Swedish Midsummer

The Swedish tradition of holding a Midsummer Party is a lovely way of bringing family and friends, young and old together. Whatever the weather decides to do, the celebration goes ahead all across Sweden on the Friday closest to the summer solstice, this year it is Friday 24th June.

Swedes love Midsummer, and here we’ll show you how to hold a Midsummer party of your own, but because we have school and work on the 24th we’ll be celebrating on the 25th June…will you?


Midsummer Pole

The essential item, and takes some effort but believe us it is worth it! We have created some great little instructions here.

PO.P Tip: Why not invite your guests to help you make the pole, bringing wild flowers and greenery with them for decoration and together make the perfect Midsummer pole!

Midsummer Food

No BBQ to light here! Create a typical Swedish midsummer smorgasbord of various Swedish appetizers such as herring, sour cream and chives, potatoes, salmon, cheese and crisp-breads. Then bring out the meatballs, ham, thinly sliced roast beef and salads. Finish off with classic strawberries and whipped cream. Find recipes online and if you really love a challenge…find a recipe for a ‘Swedish Smorgastarta’, now this will really impress your guests!

PO.P Tip: Totally Swedish, Ocado and Ikea Food should stock the speciality items such as herring


 Midsummer Clothes

Traditionally white, but just feeling ‘dressed up’ gives ambience to any party. Women and girls wear a head garland of flowers, and after much merriment the men usually end up wearing them too.

Click here to view all of our summer party clothing.

PO.P Tip: Measure and fix the wire base around your head before starting to get a good fit. Then attach greenery and flowers by winding around the frame.


Midsummer Song & Dance

Traditional Swedish Midsummer songs don’t translate so well for us, with ‘Little Frogs’ being the most popular. So we suggest The Hokey Cokey, In and Out the Windows, I Am The Music Man, The Conga and Daisy Daisy to get you started.

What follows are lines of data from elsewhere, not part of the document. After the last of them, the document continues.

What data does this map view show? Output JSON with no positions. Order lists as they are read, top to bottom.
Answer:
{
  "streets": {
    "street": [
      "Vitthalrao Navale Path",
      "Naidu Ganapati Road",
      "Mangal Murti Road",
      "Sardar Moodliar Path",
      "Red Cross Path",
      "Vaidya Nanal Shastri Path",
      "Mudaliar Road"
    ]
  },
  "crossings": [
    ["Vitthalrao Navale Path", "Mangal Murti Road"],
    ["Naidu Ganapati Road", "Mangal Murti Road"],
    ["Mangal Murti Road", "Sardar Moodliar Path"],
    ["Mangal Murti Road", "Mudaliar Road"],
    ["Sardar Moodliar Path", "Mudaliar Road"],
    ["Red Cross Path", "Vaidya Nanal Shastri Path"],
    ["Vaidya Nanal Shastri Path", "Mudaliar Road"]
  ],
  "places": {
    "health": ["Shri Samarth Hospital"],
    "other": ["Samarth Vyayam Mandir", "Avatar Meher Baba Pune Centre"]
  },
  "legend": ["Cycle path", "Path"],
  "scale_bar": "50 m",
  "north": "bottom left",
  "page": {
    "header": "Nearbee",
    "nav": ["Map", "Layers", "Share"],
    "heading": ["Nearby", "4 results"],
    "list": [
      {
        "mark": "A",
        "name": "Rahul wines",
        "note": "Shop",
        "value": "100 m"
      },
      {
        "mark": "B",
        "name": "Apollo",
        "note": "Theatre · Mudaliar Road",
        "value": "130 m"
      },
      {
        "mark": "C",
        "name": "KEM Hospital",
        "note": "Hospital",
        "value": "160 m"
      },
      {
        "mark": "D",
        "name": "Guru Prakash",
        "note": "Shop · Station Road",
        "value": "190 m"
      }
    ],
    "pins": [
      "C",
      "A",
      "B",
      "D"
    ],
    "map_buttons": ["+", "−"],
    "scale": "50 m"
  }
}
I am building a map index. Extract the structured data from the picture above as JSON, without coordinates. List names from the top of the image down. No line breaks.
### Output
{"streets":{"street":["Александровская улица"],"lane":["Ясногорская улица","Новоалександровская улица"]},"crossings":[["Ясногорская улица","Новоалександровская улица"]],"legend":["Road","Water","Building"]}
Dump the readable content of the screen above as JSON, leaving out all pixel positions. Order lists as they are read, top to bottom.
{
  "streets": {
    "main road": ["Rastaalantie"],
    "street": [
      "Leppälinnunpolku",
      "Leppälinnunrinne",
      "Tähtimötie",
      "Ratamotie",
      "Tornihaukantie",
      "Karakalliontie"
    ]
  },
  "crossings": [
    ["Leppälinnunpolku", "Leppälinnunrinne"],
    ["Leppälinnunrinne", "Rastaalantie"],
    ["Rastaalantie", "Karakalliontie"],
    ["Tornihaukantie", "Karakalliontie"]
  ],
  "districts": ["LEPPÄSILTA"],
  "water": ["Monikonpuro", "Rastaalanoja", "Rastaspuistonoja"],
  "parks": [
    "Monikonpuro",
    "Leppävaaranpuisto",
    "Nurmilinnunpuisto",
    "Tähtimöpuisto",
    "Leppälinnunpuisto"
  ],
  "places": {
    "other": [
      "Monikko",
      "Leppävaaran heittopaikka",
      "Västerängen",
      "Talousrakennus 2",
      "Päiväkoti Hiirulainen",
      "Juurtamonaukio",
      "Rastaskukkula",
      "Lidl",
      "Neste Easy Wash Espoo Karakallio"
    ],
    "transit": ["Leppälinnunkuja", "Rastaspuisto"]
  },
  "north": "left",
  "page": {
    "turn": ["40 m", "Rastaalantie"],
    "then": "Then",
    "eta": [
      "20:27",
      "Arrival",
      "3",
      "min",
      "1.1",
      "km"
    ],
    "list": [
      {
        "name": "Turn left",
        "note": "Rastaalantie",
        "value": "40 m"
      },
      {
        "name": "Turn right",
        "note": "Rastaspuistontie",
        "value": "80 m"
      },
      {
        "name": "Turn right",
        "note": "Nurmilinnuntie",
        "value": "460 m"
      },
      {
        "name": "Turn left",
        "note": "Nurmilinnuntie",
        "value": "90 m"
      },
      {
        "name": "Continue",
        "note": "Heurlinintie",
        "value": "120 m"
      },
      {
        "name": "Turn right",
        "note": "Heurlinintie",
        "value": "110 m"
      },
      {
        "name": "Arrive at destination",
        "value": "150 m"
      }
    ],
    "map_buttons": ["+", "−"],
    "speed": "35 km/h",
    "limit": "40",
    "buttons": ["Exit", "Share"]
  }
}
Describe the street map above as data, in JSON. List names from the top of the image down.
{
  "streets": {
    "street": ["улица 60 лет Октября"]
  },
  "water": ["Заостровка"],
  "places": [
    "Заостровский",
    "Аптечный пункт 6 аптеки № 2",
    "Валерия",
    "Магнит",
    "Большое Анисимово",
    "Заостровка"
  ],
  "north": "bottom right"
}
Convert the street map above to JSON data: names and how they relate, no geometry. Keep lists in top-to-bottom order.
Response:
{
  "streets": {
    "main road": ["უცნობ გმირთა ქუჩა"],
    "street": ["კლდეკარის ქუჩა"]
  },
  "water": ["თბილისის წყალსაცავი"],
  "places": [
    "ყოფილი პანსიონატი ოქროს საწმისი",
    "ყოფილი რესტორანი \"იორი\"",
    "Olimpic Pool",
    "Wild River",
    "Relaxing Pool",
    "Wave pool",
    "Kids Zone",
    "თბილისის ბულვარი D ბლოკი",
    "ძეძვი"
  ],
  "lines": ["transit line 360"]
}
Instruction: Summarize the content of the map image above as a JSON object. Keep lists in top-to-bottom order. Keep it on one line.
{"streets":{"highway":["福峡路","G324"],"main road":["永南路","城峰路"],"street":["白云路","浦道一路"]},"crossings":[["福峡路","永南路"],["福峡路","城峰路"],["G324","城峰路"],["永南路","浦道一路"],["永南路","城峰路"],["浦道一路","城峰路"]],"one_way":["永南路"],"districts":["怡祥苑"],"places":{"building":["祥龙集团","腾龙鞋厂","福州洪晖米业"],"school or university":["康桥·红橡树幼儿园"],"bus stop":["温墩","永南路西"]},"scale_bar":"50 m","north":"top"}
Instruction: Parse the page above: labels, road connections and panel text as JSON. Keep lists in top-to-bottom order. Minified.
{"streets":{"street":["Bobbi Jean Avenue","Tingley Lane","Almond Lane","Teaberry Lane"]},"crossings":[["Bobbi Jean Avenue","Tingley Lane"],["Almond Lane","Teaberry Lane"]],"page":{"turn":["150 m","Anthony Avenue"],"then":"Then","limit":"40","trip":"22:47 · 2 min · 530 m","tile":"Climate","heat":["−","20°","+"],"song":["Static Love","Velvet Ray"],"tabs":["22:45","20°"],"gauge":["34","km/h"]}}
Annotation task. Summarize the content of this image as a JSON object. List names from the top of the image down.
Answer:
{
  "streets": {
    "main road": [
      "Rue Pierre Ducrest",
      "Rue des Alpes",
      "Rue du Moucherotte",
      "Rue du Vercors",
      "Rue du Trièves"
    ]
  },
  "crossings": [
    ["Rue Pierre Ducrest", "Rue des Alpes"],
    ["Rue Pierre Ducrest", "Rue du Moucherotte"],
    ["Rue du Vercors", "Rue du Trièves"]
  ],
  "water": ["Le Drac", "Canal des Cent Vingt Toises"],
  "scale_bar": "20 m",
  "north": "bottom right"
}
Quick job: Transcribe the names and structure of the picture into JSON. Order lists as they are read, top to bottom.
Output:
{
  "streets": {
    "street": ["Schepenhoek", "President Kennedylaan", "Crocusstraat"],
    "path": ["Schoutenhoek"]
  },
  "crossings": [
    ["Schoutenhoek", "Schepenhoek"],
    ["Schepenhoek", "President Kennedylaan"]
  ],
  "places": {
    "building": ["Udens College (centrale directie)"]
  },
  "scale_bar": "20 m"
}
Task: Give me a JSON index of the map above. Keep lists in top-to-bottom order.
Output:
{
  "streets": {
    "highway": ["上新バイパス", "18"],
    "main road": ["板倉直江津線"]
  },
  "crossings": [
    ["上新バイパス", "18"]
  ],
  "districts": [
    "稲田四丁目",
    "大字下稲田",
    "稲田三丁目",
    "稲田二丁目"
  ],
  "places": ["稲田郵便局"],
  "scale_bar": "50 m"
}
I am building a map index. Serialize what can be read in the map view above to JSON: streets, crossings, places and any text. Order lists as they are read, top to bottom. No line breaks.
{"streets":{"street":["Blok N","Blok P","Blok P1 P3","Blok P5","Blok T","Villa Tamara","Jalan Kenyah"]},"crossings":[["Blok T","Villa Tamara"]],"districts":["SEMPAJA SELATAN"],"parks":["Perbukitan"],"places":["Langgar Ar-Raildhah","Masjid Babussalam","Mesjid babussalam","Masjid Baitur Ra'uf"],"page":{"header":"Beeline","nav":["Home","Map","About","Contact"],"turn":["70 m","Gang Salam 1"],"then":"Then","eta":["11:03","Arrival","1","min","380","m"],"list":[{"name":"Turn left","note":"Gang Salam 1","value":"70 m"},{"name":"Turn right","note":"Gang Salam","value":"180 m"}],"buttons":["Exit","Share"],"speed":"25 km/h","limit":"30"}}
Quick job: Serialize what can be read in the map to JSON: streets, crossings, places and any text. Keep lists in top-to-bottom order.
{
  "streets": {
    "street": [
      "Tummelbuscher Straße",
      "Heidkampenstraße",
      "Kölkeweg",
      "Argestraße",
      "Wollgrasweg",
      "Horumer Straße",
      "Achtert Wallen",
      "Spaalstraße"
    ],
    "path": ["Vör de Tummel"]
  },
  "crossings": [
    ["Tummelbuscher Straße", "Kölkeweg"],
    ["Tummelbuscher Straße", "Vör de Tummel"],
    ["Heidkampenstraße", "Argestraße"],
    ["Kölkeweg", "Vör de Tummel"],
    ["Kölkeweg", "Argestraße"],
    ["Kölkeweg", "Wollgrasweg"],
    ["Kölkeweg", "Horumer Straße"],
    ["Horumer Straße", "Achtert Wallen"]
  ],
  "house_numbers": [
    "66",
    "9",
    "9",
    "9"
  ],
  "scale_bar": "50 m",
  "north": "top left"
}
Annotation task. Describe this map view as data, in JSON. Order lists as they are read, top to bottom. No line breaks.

PO.P Tip: Make a play list before the party 


Midsummer Games

Candy Laces No Hands

Materials: Candy laces, string or low branch. The Game: With hands behind backs, participants will compete to eat a candy lace draped on a low branch or wire. This game also works perfectly as a relay in teams.

Feel & Guess

Materials: Buckets or bowls, cooked macaroni, mashed potato, jelly, raisins, water, blindfold. The Game: Place the food in different bowls or buckets. Blindfold the person and talk about “now you’ll feel the cowpat for the mashed potato, bunny droppings for the raisins, maggots for the macaroni etc”. End with the water and a towel. Note who guessed the most correctly. This gets funnier as your audience of past participants grows!

Relay Races

You remember these: Three legged, egg and spoon, beanbag on head and sack race.

Fishing Game

Materials: A large table cloth, a long stick with 1m string with a bull clip tied on the end. The Game: Two grown ups hold up the cloth whilst a stealthy parent behind the cloth clips small bags of sweets onto the bull clip. Add anticipation by attaching silly items like a cardboard fish for the first couple of ‘casts’.